We have some things in common, like music and mutual friends, movies, etc. But at the end of the day, I feel like something is missing – like there’s some deeper emotional/intellectual connection lacking. He doesn’t challenge me, we have never had a fight, we don’t debate, and there is a huge gap in our intellectual compatibility (which isn’t to say he is not smart, he is, it’s just a difference in types of intellect and interests – I’m a reader, he works with his hands, I’m obsessed with learning and knowledge and love to debate, etc.). It’s something I’ve missed but always had other ways to get satisfaction in.
We have never had a fight, and I feel like we’ve had a sort of shallow relationship in some ways – everything is very static/status quo, very friendly and polite, and mostly very innocent/pure.
I mostly have male friends, and made a male friend through work a few months back, completely platonic. I started to have some really intense feelings for him, and, in fact, let my boyfriend know. I wanted to be held accountable. But the problem is, I’ve never met anyone I’ve had such a connection with before. It’s that deep connection that I’ve been craving. I don’t want to compare my long term relationship with a shiny crush at all, and would never cheat, so I’ve backed off and minimized contact.

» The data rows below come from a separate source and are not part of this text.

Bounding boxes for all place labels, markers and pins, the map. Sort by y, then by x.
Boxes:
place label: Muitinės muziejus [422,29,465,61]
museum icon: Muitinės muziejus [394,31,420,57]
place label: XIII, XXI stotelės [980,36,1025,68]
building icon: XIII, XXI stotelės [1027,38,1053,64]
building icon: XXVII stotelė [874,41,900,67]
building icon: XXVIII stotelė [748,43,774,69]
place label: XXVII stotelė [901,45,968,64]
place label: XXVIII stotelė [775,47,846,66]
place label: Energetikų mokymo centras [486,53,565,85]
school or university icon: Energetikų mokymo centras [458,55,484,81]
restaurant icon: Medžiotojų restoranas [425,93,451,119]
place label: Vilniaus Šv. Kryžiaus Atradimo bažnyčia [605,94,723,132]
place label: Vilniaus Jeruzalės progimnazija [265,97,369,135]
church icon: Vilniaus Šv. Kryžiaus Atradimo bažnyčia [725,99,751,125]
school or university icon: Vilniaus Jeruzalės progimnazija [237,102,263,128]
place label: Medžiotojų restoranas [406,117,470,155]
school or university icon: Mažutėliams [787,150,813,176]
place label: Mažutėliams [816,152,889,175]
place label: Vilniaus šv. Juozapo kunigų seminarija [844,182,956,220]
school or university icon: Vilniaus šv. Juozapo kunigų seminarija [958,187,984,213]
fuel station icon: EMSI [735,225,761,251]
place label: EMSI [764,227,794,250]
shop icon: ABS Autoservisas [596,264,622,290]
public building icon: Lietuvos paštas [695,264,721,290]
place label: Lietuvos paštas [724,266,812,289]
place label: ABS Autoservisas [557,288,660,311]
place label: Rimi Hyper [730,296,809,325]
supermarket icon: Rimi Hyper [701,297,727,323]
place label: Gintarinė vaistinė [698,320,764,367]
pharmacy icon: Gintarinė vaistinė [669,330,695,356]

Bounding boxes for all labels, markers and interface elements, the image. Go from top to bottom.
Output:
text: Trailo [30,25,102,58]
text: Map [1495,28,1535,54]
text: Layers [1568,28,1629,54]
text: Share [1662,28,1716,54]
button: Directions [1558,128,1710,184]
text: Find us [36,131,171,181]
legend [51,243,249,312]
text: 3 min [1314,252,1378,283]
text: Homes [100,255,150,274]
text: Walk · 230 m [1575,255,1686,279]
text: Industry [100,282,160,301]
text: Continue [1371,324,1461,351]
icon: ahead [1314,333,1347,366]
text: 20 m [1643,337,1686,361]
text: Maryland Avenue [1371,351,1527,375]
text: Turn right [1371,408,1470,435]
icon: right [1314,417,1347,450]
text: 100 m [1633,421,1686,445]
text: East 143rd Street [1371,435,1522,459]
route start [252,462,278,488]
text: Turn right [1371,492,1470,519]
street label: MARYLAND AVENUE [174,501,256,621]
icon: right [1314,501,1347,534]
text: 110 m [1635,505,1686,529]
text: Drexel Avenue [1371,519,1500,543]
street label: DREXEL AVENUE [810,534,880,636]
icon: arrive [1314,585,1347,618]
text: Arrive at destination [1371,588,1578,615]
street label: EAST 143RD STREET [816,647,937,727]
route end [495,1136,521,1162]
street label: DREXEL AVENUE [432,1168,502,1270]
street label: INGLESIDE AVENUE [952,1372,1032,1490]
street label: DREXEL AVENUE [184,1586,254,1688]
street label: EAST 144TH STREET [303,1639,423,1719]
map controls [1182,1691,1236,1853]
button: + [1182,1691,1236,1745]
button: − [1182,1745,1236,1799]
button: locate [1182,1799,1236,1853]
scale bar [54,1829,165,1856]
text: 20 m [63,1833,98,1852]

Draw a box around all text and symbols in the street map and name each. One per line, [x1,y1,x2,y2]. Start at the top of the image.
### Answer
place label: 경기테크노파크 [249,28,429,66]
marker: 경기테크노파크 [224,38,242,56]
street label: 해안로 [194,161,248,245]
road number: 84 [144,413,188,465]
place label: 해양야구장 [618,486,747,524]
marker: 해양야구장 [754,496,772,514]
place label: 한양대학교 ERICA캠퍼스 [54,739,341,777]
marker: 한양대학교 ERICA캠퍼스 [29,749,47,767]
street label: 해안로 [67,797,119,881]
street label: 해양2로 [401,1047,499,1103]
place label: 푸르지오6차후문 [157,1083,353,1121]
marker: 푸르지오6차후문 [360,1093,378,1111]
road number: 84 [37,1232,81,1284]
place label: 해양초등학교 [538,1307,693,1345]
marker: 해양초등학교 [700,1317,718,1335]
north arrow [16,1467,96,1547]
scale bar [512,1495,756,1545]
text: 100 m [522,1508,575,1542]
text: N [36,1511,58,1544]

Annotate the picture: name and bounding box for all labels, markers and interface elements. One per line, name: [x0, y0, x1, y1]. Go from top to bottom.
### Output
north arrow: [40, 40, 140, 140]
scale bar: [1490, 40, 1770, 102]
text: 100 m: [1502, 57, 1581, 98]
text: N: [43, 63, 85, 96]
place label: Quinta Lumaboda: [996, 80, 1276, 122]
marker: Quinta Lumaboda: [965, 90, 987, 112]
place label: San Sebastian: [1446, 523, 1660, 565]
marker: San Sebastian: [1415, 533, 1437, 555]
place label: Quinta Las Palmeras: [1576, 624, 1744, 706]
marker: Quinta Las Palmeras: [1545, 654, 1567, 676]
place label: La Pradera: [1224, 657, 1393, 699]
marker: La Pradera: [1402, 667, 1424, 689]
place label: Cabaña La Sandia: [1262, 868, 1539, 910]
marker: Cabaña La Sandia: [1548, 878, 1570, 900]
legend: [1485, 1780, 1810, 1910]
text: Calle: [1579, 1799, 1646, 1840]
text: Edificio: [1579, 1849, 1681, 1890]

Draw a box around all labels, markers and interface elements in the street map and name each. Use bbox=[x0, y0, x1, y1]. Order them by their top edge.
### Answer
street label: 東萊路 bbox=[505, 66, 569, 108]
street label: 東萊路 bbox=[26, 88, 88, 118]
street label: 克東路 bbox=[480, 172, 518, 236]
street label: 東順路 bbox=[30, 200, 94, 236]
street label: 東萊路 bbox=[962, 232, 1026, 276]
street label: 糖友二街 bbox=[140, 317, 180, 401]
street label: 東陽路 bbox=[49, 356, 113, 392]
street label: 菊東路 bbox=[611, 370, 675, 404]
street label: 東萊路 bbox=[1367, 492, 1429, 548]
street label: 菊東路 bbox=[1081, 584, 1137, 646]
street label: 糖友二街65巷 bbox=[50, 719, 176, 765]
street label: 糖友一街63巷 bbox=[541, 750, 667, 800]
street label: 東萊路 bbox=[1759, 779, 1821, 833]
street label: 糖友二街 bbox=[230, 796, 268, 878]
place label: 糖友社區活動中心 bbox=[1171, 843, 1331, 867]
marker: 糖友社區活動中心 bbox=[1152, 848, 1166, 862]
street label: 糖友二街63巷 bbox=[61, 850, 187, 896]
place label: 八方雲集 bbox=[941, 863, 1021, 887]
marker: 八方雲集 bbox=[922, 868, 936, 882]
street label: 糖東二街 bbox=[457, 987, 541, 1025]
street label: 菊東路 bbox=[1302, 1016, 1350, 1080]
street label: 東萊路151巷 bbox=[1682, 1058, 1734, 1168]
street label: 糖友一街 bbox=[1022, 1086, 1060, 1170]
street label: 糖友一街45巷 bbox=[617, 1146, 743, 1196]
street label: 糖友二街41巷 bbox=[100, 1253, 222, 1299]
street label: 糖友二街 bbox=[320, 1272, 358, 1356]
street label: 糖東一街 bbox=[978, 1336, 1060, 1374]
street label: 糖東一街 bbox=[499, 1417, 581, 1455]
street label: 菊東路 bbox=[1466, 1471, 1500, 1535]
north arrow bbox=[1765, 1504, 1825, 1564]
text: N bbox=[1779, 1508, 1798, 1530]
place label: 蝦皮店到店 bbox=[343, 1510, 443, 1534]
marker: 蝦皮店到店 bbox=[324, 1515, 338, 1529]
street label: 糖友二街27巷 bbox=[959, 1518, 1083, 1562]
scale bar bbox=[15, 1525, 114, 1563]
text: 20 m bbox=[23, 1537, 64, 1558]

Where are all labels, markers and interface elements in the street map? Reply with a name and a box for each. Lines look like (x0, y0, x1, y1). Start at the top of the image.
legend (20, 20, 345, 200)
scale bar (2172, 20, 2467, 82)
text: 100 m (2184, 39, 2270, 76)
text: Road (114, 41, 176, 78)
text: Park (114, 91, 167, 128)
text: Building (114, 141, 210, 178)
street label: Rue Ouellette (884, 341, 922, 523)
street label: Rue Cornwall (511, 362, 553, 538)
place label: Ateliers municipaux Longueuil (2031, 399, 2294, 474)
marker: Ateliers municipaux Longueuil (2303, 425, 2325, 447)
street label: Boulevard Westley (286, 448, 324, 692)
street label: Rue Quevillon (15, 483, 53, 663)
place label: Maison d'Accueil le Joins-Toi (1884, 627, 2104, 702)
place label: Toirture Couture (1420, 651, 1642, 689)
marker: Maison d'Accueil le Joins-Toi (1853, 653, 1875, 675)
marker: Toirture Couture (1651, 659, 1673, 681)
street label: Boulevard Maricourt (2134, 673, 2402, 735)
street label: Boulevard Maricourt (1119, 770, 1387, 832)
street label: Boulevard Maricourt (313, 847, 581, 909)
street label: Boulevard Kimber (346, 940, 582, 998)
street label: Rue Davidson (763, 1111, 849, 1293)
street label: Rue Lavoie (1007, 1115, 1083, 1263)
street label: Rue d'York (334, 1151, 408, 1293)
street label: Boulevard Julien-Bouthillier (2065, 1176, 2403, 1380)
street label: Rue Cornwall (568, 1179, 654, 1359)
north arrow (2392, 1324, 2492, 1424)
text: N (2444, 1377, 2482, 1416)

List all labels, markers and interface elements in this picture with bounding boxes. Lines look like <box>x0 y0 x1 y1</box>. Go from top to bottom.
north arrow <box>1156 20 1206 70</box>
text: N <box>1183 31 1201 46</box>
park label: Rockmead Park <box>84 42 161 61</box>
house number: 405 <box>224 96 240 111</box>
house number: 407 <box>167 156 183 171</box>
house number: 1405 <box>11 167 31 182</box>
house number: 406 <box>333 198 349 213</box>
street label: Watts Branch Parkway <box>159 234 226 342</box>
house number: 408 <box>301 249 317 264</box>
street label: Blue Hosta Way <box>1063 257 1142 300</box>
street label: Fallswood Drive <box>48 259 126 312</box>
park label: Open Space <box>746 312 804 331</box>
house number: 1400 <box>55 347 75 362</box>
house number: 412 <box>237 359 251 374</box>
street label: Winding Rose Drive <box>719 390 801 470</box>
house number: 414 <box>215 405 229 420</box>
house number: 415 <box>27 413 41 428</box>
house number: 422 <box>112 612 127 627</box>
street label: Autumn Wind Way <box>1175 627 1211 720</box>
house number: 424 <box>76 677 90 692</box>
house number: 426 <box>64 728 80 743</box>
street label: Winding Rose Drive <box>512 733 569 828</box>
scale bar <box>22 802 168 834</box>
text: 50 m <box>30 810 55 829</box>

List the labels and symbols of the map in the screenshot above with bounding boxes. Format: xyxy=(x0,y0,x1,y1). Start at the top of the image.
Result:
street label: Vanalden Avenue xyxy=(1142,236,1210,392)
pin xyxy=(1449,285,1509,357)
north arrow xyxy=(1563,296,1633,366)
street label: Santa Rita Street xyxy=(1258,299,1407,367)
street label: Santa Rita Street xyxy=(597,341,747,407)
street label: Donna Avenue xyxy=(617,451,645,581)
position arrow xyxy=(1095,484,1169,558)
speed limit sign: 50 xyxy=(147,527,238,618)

This time last year, we’d been going through a bit of a rut, but managed to bring ourselves out of it. Now I feel like it’s happening again, only this time, I’m starting to question whether this is the person I want to spend the rest of my life with. I find myself hoping he won’t propose to me, which is a bit of a red flag after so long together. There’s nothing wrong with him either, and I absolutely LOVE hanging out with him all the time, so what gives? Why am I freaking out so much?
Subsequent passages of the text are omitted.